Validation and Verification of Embedded Neural Systems

Abstract

There is growing interest in neural networks in the industrial world and more and more safety related software involves or will involve them. Therefore a need for assessing the level of safety of a neural network software has become an essential task. The first year of this project gave an overview of neural network technology, which included in particular a description of the main principles on which it is based and an emphasis on the differences between software embedding neural network technology and “classical” software (see [D2]). This lead to a set of good practice tules to develop a successful neural network application, from which guidelines to assess a neural network system had been derived (see [D3]). The aim of this project is to explore more deeply the different means and techniques which will allow us to assess the ability of a neural network to perform a certain task. Firstly the work concentrates on the data set and the verifications that have to be carried out to ensure its quality. The main problems that have to be addressed in this context are typically the validity of the noise model, the possibly multivalued character of the mapping function, how representative of the real data the data set is and finally the links between the features of the data set and the features of the model (ie. of the neural network).

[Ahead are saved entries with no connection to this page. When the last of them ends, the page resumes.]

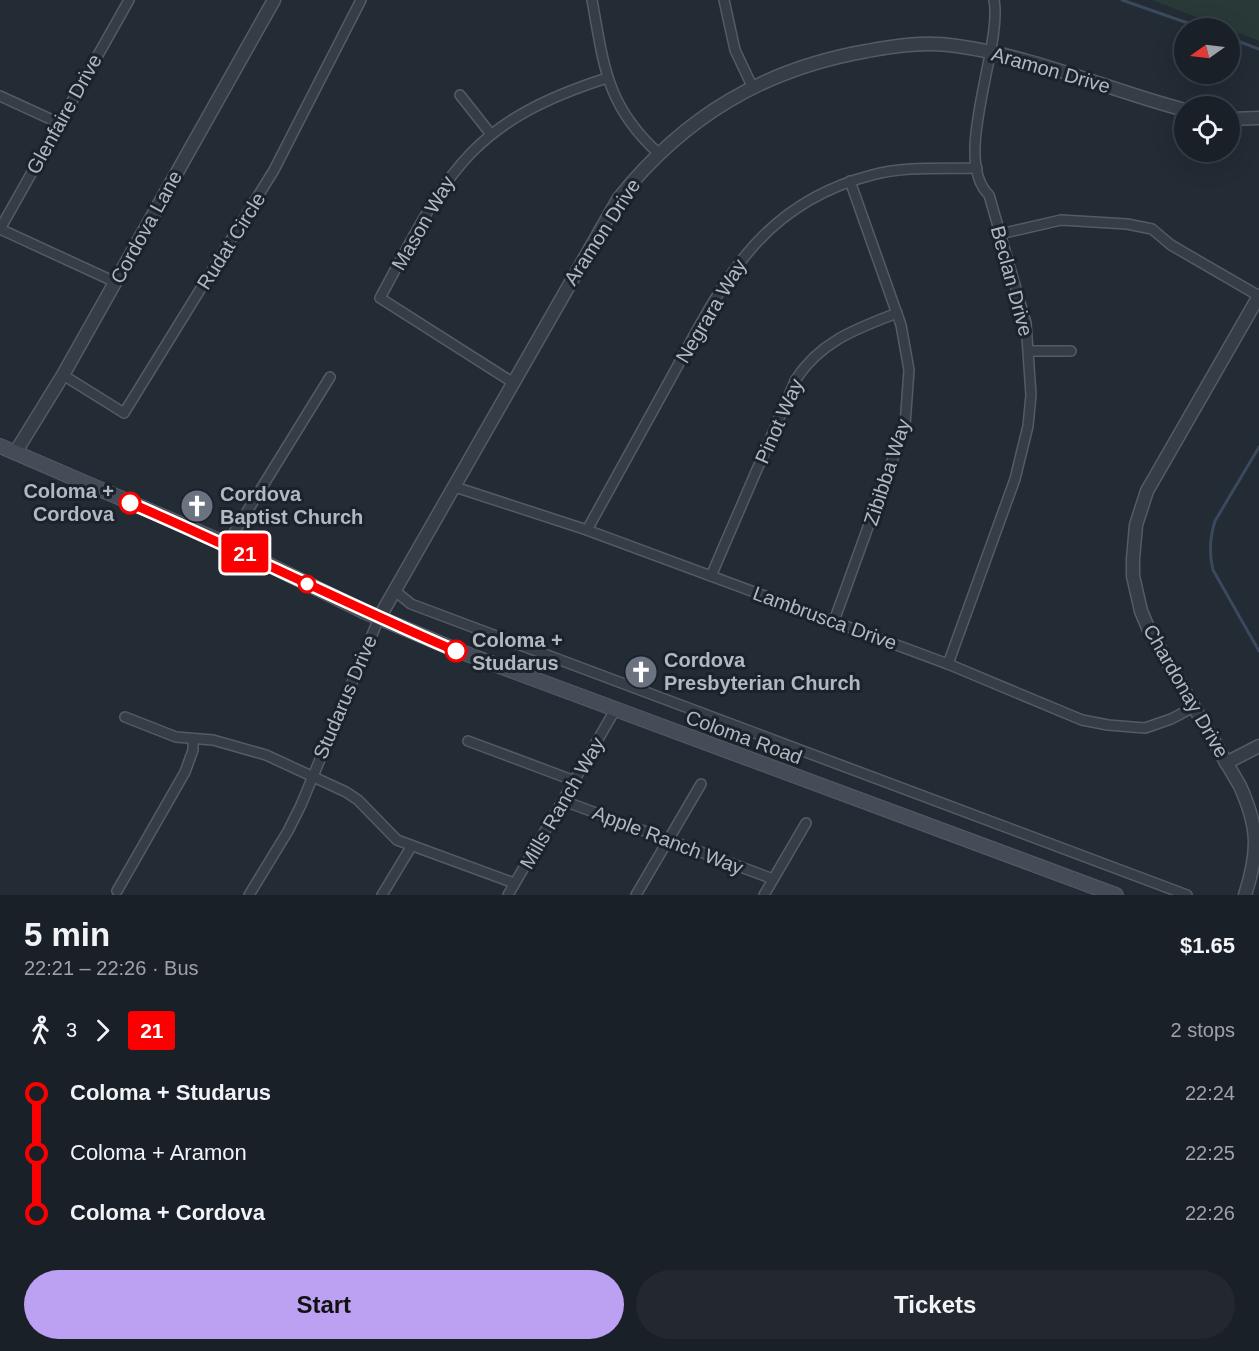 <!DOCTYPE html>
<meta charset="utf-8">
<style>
:root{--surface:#1a2028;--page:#232830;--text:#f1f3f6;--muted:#9fa3a8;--line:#383e45;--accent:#bca0f2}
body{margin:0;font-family:Arial,sans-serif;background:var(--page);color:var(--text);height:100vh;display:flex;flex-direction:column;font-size:22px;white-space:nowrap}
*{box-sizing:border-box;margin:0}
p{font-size:20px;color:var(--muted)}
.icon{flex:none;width:33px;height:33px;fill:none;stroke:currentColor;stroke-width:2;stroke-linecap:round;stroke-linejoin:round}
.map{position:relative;height:895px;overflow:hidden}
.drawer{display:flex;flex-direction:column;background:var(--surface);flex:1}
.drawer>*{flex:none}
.badge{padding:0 12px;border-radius:4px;font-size:21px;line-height:39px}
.needle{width:39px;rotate:256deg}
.buttons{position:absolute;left:1174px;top:18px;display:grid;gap:12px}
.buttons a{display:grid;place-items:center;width:66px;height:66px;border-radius:50%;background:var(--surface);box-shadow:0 6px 24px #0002,0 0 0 2px var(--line);font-size:30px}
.map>.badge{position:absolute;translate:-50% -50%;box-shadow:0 0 0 3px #fff}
.legs{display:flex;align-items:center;gap:9px;height:66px;padding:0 24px;font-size:20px}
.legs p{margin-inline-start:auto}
.head{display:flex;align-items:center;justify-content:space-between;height:102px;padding:0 24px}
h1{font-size:33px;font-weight:600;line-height:45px}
.action{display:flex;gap:12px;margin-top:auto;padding:12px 24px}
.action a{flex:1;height:69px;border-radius:36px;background:var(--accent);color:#111;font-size:24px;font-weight:600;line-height:69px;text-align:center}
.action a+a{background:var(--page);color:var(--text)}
ul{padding:0 24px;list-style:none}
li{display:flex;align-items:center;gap:21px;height:60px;font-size:22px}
li i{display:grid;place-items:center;width:9px;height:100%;margin:0 8px;background:currentColor}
li i::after{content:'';width:15px;height:15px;margin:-8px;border:4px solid;border-radius:50%;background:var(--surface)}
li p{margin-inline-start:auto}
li:first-child i{background:linear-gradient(#0000 50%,currentColor 0)}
li:last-child i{background:linear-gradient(currentColor 50%,#0000 0)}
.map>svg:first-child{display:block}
.green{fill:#283938}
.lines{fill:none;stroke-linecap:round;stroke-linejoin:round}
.stream{stroke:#3a495d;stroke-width:3}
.minor-casing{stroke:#545b64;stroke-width:12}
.tertiary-casing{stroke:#545b64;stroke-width:15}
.secondary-casing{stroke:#545b64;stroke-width:16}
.minor{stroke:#363d46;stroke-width:9}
.tertiary{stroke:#363d46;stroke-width:12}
.secondary{stroke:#454c58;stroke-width:14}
.line-1-casing{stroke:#fff;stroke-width:14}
.line-1{stroke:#fa0000;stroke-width:9}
.stop-1-dot{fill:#fff;stroke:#fa0000;stroke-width:3}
.labels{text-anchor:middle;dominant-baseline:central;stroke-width:6;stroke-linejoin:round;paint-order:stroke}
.street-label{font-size:20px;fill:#b1b8c2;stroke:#1b222a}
.stop-label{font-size:20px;font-weight:bold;fill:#b1b8c2;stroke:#1b222a;text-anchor:end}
.poi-label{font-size:20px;font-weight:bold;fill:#b1b8c2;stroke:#1b222a;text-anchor:start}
</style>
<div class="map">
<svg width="1259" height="895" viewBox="0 0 1259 895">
<rect width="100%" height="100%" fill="#232b35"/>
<path class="green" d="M1152,0h107v41z"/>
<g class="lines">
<g class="stream">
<path d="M1122,0l80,28"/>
<path d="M1230,38l29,11"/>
<path d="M1259,447l-44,74c-5,16 -6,33 -2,49l46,81"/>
</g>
<g class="minor-casing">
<g id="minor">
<path d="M592,0c12,66 14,105 66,153"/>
<path d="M724,0l11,50 17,36"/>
<path d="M460,95l30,38"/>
<path d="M0,96l59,27"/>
<path d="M0,229l129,-229"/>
<path d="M0,229l115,53"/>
<path d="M1000,234l61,-14 66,4 25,5 19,16 88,51"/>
<path d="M1030,351h41"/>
<path d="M63,375l61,38 150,-243 87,-170"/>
<path d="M512,382l-132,-84c66,-122 86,-175 227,-220"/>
<path d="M455,487l132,43 361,134 134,56 26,5 37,3 26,-9 23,-12"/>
<path d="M587,530c28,-51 56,-102 84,-152 51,-94 88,-174 201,-203 34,-9 70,-6 105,-7"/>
<path d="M227,544l103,-167"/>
<path d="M711,576l85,-197c25,-38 60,-50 101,-66"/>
<path d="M395,591l16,13 776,291"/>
<path d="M834,621l71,-196 4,-55 -8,-45 -51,-144"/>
<path d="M948,664l67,-185 13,-53 3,-31 -5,-72 -37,-128c-38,-36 14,-148 5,-195"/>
<path d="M125,717l51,20 37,3 53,15 80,37 12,8 39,40 117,43"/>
<path d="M468,741l107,40"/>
<path d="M564,801l209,78"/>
<path d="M117,891l68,-119 8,-22v-10"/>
<path d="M249,895l39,-64 13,-26 78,-187"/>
<path d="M382,895l29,-48"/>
<path d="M508,895l107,-185"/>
<path d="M636,895l65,-111"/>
<path d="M764,895l42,-72"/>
</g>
</g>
<g class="tertiary-casing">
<g id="tertiary">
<path d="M1230,119l29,-1"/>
<path d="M15,453l48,-78 211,-375"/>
<path d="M379,618l240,-420c66,-82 145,-129 248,-147 30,-6 60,-10 90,-5 79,11 152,44 228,64"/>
<path d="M1226,763l33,-17"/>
<path d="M1245,895c14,-44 14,-67 -5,-109l-91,-156 -8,-19 -8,-35v-17l3,-34 11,-34 112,-195"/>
</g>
</g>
<g class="secondary-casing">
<path id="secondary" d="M0,446l227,98 136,67 93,39 660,245"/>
</g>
<use href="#minor" class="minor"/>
<use href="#tertiary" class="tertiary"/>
<use href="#secondary" class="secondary"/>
</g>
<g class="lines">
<g class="line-1-casing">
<path id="line-1" d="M130,503c110,47 216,101 326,148"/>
</g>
<use href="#line-1" class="line-1"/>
</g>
<defs>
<g id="church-disc" transform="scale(1.725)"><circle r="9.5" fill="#6b7280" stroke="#1b222a"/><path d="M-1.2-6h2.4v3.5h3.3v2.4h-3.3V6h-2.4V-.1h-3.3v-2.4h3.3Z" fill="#fff"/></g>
</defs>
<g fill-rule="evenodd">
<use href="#church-disc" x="197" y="506"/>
<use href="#church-disc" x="641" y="672"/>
</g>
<g class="stop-1-dot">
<circle cx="130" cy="503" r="10"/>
<circle cx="307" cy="584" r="8"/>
<circle cx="456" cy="651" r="10"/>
</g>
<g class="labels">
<g class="street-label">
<text transform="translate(1051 70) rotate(16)">Aramon Drive</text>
<text transform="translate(64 114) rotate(-61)">Glenfaire Drive</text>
<text transform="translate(423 223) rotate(-60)">Mason Way</text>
<text transform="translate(146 227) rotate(-61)">Cordova Lane</text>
<text transform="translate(602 232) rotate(-57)">Aramon Drive</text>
<text transform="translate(231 241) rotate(-58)">Rudat Circle</text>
<text transform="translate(1012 281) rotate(75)">Beclan Drive</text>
<text transform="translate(711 311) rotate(-59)">Negrara Way</text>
<text transform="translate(779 421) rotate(-66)">Pinot Way</text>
<text transform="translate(887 472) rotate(-72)">Zibibba Way</text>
<text transform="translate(825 618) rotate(20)">Lambrusca Drive</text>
<text transform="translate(1186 691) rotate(60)">Chardonay Drive</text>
<text transform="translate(345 697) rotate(-67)">Studarus Drive</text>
<text transform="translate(744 737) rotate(20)">Coloma Road</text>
<text transform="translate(562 803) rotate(-60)">Mills Ranch Way</text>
<text transform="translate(668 840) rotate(21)">Apple Ranch Way</text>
</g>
<g class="stop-label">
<text x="114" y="491">Coloma +<tspan x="114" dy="23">Cordova</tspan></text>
<text x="472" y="640" text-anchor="start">Coloma +<tspan x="472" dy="23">Studarus</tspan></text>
</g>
<g class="poi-label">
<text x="220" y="494">Cordova<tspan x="220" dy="23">Baptist Church</tspan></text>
<text x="664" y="660">Cordova<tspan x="664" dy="23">Presbyterian Church</tspan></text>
</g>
</g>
</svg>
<div class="buttons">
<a><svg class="needle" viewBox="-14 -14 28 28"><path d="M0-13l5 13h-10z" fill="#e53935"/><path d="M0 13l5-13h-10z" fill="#9fa3a8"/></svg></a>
<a><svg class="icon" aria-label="locate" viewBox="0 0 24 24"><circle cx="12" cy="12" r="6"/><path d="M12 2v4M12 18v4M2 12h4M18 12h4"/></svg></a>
</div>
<b class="badge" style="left:245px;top:553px;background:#fa0000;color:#fff">21</b>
</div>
<section class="drawer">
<div class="head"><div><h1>5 min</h1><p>22:21 – 22:26 · Bus</p></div><b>$1.65</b></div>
<div class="legs"><svg class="icon" aria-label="walk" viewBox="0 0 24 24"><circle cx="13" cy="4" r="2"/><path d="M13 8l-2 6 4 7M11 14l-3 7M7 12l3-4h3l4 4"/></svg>3<svg class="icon" aria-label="forward" viewBox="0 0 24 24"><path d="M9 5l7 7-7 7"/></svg><b class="badge" style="background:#fa0000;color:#fff">21</b><p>2 stops</p></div>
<ul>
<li><i style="color:#fa0000"></i><b>Coloma + Studarus</b><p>22:24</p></li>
<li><i style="color:#fa0000"></i><span>Coloma + Aramon</span><p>22:25</p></li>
<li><i style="color:#fa0000"></i><b>Coloma + Cordova</b><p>22:26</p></li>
</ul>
<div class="action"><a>Start</a><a>Tickets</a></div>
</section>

From this study, the aim is to improve the set of assessment guidelines. Secondly, a shorter part of the thesis shows how to reason about a NN embedded in a safety related environment, that is how a safety case could be obtained for neural network software. Finally a set of issues and ‘suggestions for future research are provided. This document is necessarily limited in its scope. Indeed, we have chosen to restrict our study to the two main types of models currently used, namely, the radial basis function network and the multi-layer perceptron. We have excluded, for instance, unsupervised techniques and recurrent neural networks that raise notoriously difficult problems. However, whatever the model used, they are related in that they are data-driven. Consequently, issues relative to the data discussed in this thesis are central and generally applicable to each of these models.